Hire Purchase agreements are a great option for those looking to gradually pay off their car while working towards full ownership. Be sure to carefully review the terms and ensure the repayment plan aligns with your financial situation before committing.
When you choose a Hire Purchase agreement, you commit to paying a fixed monthly installment for a predetermined period, usually ranging from 1 to 5 years. These payments include both the principal loan amount and any interest charges. The car itself serves as security for the loan throughout the duration of the agreement.

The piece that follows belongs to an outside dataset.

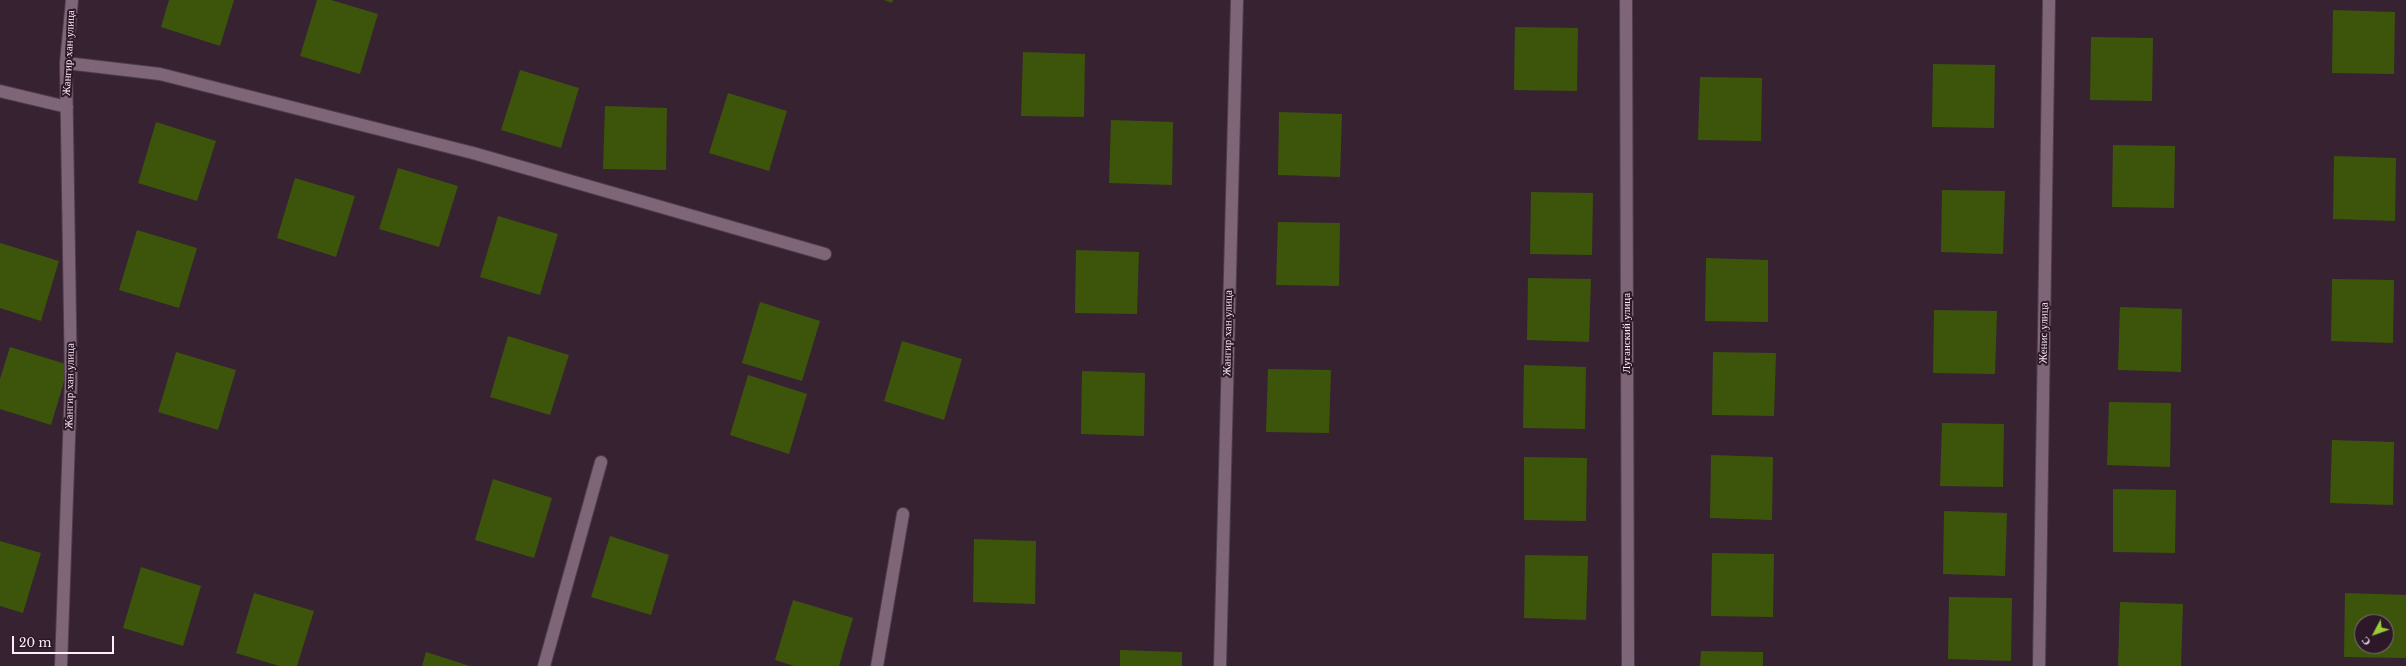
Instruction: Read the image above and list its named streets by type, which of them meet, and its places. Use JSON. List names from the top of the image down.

While you’ll be driving the car and responsible for its upkeep during the agreement, the finance company retains legal ownership of the vehicle until you’ve made the final payment and fulfilled all contractual obligations. This means that if you default on the payments, the finance company has the right to reclaim the car.
At the end of the agreement, once you’ve paid off the full balance, you’ll have the option to take full ownership of the car. To finalise this, you’ll need to pay an additional charge, often called the Option to Purchase Fee. During the agreement, the lender registers an interest in the vehicle, which gives them the legal right to reclaim it if payments are not made. Once you’ve completed all payments, including the Option to Purchase Fee, the lender will remove their registered interest, and the car will officially be yours to own outright.
It's adaptable – you can choose terms from 1 to 5 years, but remember, the longer you take, the more interest you'll pay.
After you've made all the payments, including the option to purchase fee, the car becomes yours.
Hire Purchase can be more accessible for people with not-so-great credit histories, as the car secures the loan. This makes it easier to get compared to a regular loan without collateral.
Monthly payments are more expensive compared to Personal Contract Purchase and Leasing agreements.
You only become the owner of the car when you complete the final payment.
During the contract period, you can't sell or modify the car without getting permission from the finance company.
If you fail to keep up all your payments, the finance company can repossess the car.